CI Crowdin CLA assistant License: AGPL v3 Assets: CC BY-SA 4.0

License

OpenFront source code is licensed under the GNU Affero General Public License v3.0

Current copyright notices appear in:

  • Footer: "© OpenFront and Contributors"
  • Loading screen: "© OpenFront and Contributors"

Modified versions must preserve these notices in reasonably visible locations.

See the LICENSE for complete requirements.
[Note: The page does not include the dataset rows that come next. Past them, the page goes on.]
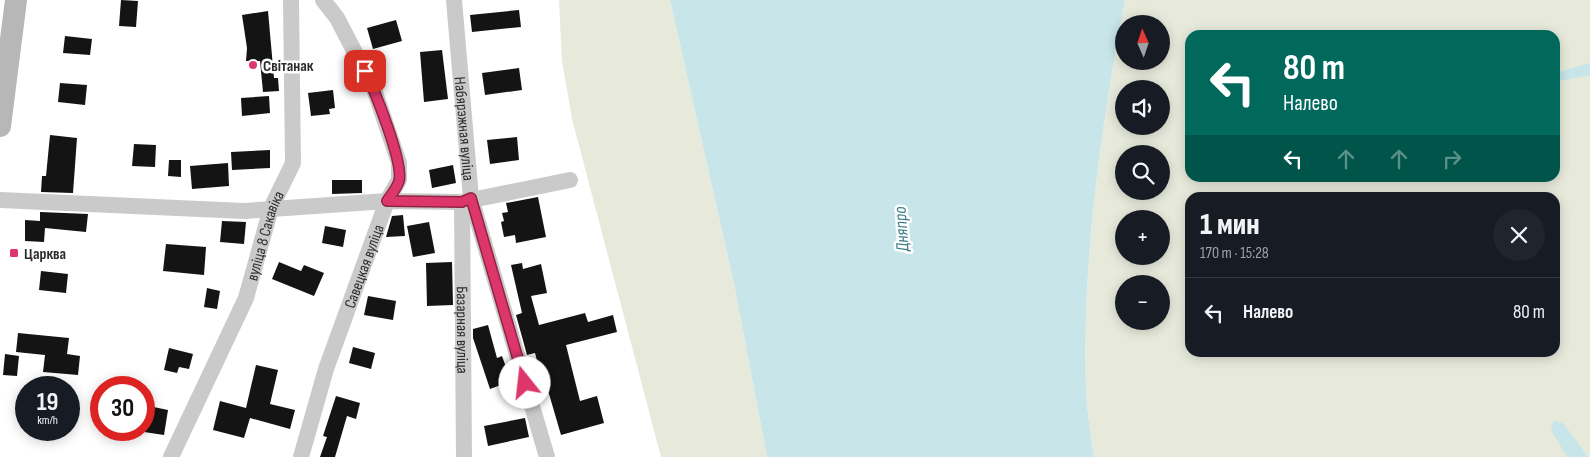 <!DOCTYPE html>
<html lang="ru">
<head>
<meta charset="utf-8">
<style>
	:root { --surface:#171b24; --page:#20242c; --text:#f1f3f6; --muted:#9ea1a6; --line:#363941 }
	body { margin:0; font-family:"Sofia Sans Condensed",sans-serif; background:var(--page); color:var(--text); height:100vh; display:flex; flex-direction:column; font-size:19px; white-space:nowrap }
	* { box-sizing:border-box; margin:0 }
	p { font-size:16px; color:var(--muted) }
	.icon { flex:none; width:28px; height:28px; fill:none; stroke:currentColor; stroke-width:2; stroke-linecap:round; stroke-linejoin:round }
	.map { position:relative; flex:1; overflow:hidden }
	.details { position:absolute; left:1185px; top:192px; width:375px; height:165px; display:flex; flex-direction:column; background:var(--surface); border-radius:15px; box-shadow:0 2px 12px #0003 }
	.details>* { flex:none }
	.guide { position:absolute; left:1185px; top:30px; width:375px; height:152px; border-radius:15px; box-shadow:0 2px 12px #0003; background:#00695c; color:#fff; overflow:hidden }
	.needle { width:32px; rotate:357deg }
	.fabs { position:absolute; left:1115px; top:15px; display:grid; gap:10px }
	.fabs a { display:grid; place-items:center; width:55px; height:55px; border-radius:50%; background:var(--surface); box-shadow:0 2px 12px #0003; font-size:25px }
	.speed { position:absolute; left:15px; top:376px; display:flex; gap:10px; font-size:25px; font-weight:700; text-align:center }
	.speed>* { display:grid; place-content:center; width:65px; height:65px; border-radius:50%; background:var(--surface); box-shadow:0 2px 12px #0003; line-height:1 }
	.speed small { font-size:12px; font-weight:400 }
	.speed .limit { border:8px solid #d22; background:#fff; color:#111 }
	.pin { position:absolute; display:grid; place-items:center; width:42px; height:42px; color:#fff; margin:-21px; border-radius:10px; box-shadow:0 2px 8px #0006 }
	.me { position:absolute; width:55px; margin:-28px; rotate:344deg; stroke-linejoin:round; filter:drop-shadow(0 0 4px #0008) }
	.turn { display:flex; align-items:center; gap:18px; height:105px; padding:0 15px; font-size:22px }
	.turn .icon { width:65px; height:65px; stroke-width:2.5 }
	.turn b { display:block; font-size:35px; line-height:42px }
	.lanes { display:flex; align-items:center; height:48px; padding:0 15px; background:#0003; justify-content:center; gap:25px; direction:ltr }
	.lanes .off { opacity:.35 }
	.round { display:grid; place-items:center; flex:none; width:52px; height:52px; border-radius:26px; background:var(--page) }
	.head { display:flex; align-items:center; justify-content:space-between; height:85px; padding:0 15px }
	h1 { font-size:30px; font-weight:800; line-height:38px }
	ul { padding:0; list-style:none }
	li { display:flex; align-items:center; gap:15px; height:70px; padding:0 15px; border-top:1px solid var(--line) }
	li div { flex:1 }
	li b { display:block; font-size:19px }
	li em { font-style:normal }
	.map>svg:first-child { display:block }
	.green { fill:#e7eadb; fill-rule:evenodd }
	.water { fill:#c8e5ea }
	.building { fill:#141414 }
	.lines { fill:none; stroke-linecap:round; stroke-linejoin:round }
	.minor { stroke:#cacaca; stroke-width:16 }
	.secondary { stroke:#b7b7b7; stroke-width:22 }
	.route-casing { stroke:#902346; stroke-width:12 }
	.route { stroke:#dd366b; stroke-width:9 }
	.poi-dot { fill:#dd366b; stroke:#fff; stroke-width:2 }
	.labels { text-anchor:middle; stroke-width:5; stroke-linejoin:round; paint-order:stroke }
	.poi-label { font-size:16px; font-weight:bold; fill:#2d2d2d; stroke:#fff; text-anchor:start }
	.street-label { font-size:16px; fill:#2d2d2d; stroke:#fff }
	.water-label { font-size:18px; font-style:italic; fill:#3d7b86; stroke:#fff }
</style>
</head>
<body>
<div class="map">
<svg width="1590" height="457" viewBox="0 0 1590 457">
	<rect width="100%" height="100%" fill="#fff"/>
	<path class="green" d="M 559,0 L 670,0 L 734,284 L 767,457 L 661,457 L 572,119 L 562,61 Z
		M 1125,0 L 1590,0 L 1590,457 L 1094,457 C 1091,435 1087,412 1086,389 C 1082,258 1101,128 1125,0 ZM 1124,24 L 1161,24 L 1161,61 L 1124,61 ZM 1190,35 L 1555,35 L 1555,178 L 1190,178 ZM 1124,89 L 1161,89 L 1161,126 L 1124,126 ZM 1124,154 L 1161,154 L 1161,191 L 1124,191 ZM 1190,198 L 1555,198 L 1555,352 L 1190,352 ZM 1124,219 L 1161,219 L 1161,256 L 1124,256 ZM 1124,284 L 1161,284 L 1161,321 L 1124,321 Z"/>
	<path class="water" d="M 670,0 L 1125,0 C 1101,128 1082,258 1086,389 C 1087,412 1091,435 1094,457 L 767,457 L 734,284 Z
		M 1590,63 L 1590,75 L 1555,82 L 1555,73 Z
		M 1555,420 L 1564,424 L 1588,457 L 1567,457 L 1552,432 L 1551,426 Z"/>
	<path class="building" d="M 121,0 L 138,1 L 136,27 L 119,26 Z
		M 519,10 L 521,27 L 472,32 L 470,15 Z
		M 268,11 L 274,78 L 278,78 L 279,91 L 263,92 L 260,61 L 246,61 L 247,48 L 242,15 Z
		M 396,20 L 402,41 L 373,49 L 367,28 Z
		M 65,36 L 92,39 L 90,55 L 63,53 Z
		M 442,50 L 448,99 L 424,102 L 420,52 Z
		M 519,68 L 522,90 L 485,95 L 482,73 Z
		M 60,83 L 87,85 L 85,105 L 58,102 Z
		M 333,90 L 335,108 L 329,109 L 330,114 L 311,116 L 308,93 Z
		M 269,96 L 270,113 L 242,116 L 241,98 Z
		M 50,135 L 77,138 L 73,193 L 41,192 L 42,176 L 46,176 Z
		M 517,137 L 519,160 L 490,164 L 487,140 Z
		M 134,144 L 156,145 L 155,167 L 132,166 Z
		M 270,150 L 270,168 L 232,170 L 231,152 Z
		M 169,160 L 181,160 L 181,177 L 168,176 Z
		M 228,163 L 229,186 L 192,189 L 190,166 Z
		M 453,165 L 456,183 L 432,188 L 429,170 Z
		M 332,180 L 362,180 L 362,193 L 332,194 Z
		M 538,197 L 546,237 L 516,243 L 515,235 L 504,237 L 501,222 L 504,221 L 502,213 L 508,212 L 506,203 Z
		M 40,212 L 88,214 L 86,232 L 45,228 L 44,242 L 25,241 L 25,220 L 40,221 Z
		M 403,215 L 405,236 L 386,237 L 392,216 Z
		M 222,221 L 246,222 L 244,244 L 220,242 Z
		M 429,222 L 435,253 L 413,257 L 407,226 Z
		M 325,226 L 346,230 L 343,247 L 322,243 Z
		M 166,244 L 206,247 L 204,275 L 163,271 Z
		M 279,262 L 301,271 L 304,265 L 324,273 L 314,296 L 272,279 Z
		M 452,262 L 453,305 L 427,306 L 426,263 Z
		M 522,263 L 523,269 L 541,264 L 547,293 L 531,296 L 539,325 L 585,313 L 588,322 L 613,315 L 617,332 L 566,345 L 580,401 L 597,396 L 604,423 L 561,435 L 547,387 L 544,388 L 535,353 L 527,355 L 516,315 L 522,313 L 511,265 Z
		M 41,271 L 68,274 L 66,293 L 39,290 Z
		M 207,288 L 220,291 L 217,309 L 204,307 Z
		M 368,296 L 396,301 L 393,320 L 364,315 Z
		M 488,325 L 497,358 L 502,356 L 511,381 L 490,389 L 473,338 L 473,329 Z
		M 18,333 L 69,338 L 67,354 L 80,356 L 78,375 L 43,372 L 45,355 L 16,352 Z
		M 353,347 L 375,353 L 371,369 L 349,363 Z
		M 169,348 L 193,354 L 189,369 L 179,367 L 177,373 L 164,370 Z
		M 5,354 L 19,356 L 17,376 L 3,375 Z
		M 256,365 L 278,370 L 270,404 L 295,410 L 290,429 L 250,418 L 244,438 L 213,430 L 220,401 L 246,408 Z
		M 336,396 L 360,403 L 356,419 L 347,416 L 335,457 L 320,457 L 327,437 L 323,436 Z
		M 144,405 L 168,410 L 164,435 L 144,432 Z
		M 525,418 L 529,437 L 488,446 L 484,426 Z"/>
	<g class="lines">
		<g class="minor">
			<path id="s1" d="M 454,0 L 471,198 L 547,457"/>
			<path d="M 0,200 L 244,211 L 387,201 L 462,202 L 570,180"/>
			<path id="s2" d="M 462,202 L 464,457"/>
			<path id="s3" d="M 171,457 L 246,298 L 271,208 L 293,163 L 291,0"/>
			<path id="s4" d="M 301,457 L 326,369 L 387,201 L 399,180 L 399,163 L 374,89 L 337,18 L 323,0"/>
		</g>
		<path class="secondary" d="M 0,126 L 16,0"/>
	</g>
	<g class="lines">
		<defs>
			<path id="route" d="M 365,71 C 374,89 404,163 399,181 C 397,188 391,195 387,201 L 462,202 L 471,198 L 525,383"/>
		</defs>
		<use href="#route" class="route-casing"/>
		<use href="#route" class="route"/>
	</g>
	<g class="poi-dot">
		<circle cx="253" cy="65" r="5"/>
		<rect x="9" y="248" width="10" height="10" rx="2.5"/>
	</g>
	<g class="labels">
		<g class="poi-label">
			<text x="263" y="71">Світанак</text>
			<text x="24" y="259">Царква</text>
		</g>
		<g class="street-label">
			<text dy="6" stroke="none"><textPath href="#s1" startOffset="129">Набярэжная вуліца</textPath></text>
			<text dy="6" stroke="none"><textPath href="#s3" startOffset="241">вуліца 8 Сакавіка</textPath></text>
			<text dy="6" stroke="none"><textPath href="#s4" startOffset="201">Савецкая вуліца</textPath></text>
			<text dy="6" stroke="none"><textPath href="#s2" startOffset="128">Базарная вуліца</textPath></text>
		</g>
		<g class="water-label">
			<text transform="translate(901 229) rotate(-94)" y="6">Дняпро</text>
		</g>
	</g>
</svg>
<div class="fabs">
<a><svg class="needle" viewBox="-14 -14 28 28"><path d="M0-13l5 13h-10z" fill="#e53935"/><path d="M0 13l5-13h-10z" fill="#9ea1a6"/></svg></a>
<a><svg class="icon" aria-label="sound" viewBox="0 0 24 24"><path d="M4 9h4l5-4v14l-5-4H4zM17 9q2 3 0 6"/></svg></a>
<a><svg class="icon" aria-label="search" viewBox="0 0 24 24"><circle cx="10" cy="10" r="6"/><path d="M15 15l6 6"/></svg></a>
<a>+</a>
<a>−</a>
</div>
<div class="speed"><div>19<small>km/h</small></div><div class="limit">30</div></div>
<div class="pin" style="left:365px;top:71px;background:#d93025"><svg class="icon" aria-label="arrive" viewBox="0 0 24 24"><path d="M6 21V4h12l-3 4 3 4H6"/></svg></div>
<svg class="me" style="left:525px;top:383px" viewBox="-20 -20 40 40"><circle r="19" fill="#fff"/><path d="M0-13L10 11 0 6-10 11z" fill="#dd366b"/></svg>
<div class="guide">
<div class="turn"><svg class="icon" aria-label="left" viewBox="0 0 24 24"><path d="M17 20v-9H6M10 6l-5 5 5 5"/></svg><div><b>80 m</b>Налево</div></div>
<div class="lanes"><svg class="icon" aria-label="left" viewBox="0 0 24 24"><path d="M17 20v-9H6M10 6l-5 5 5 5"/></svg><svg class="icon off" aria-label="ahead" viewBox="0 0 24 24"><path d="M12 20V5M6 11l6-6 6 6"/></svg><svg class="icon off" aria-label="ahead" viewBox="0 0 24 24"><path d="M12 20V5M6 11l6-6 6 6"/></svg><svg class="icon off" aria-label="right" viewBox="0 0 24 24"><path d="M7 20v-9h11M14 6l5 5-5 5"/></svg></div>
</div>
<section class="details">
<div class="head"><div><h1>1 мин</h1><p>170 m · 15:28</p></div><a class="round"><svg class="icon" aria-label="close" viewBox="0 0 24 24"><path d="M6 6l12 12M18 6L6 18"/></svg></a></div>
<ul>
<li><svg class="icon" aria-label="left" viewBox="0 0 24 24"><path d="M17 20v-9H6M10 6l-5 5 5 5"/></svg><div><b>Налево</b></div><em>80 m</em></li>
</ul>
</section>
</div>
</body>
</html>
For asset licensing, see LICENSE-ASSETS.
For license history, see LICENSING.md.

🌟 Features

  • Real-time Strategy Gameplay: Expand your territory and engage in strategic battles
  • Alliance System: Form alliances with other players for mutual defense
  • Multiple Maps: Play across various geographical regions including Europe, Asia, Africa, and more
  • Resource Management: Balance your expansion with defensive capabilities
  • Cross-platform: Play in any modern web browser

📋 Prerequisites

  • npm (v10.9.2 or higher)
  • A modern web browser (Chrome, Firefox, Edge, etc.)

🚀 Installation

  1. Clone the repository

    git clone https://github.com/openfrontio/OpenFrontIO.git
    cd OpenFrontIO
    
  2. Install dependencies

    npm run inst
    

    Do NOT use npm install nor npm i but instead use our npm run inst. It runs the safer npm ci --ignore-scripts to install dependencies exactly according to the versions in package-lock.json and doesn't run scripts. This can prevent being hit by a supply chain attack.

🎮 Running the Game

Development Mode

Run both the client and server in development mode with live reloading:

npm run dev

This will:

  • Start the webpack dev server for the client
  • Launch the game server with development settings
  • Open the game in your default browser (to disable this behavior, set SKIP_BROWSER_OPEN=true in your environment)

Client Only

To run just the client with hot reloading:

npm run start:client

Server Only

To run just the server with development settings:

npm run start:server-dev

Connecting to staging or production backends

Sometimes it's useful to connect to production servers when replaying a game, testing user profiles, purchases, or login flow.

To replay a production game, make sure you're on the same commit that the game you want to replay was executed on, you can find the gitCommit value via https://api.openfront.io/game/[gameId]. Unfinished games cannot be replayed on localhost.

To connect to staging api servers:

npm run dev:staging

To connect to production api servers:

npm run dev:prod

🛠️ Development Tools

  • Format code:

    npm run format
    
  • Lint code:

    npm run lint
    
  • Lint and fix code:

    npm run lint:fix
    
  • Testing

    npm test
    

🏗️ Project Structure

  • /src/client - Frontend game client
  • /src/core - Deterministic game simulation
  • /src/server - Backend game server
  • /resources - Static assets (images, maps, etc.)

🤝 Contributing

Contributions and translations are welcome! See CONTRIBUTING.md for the workflow, the approved-issue process, project governance, and translation info.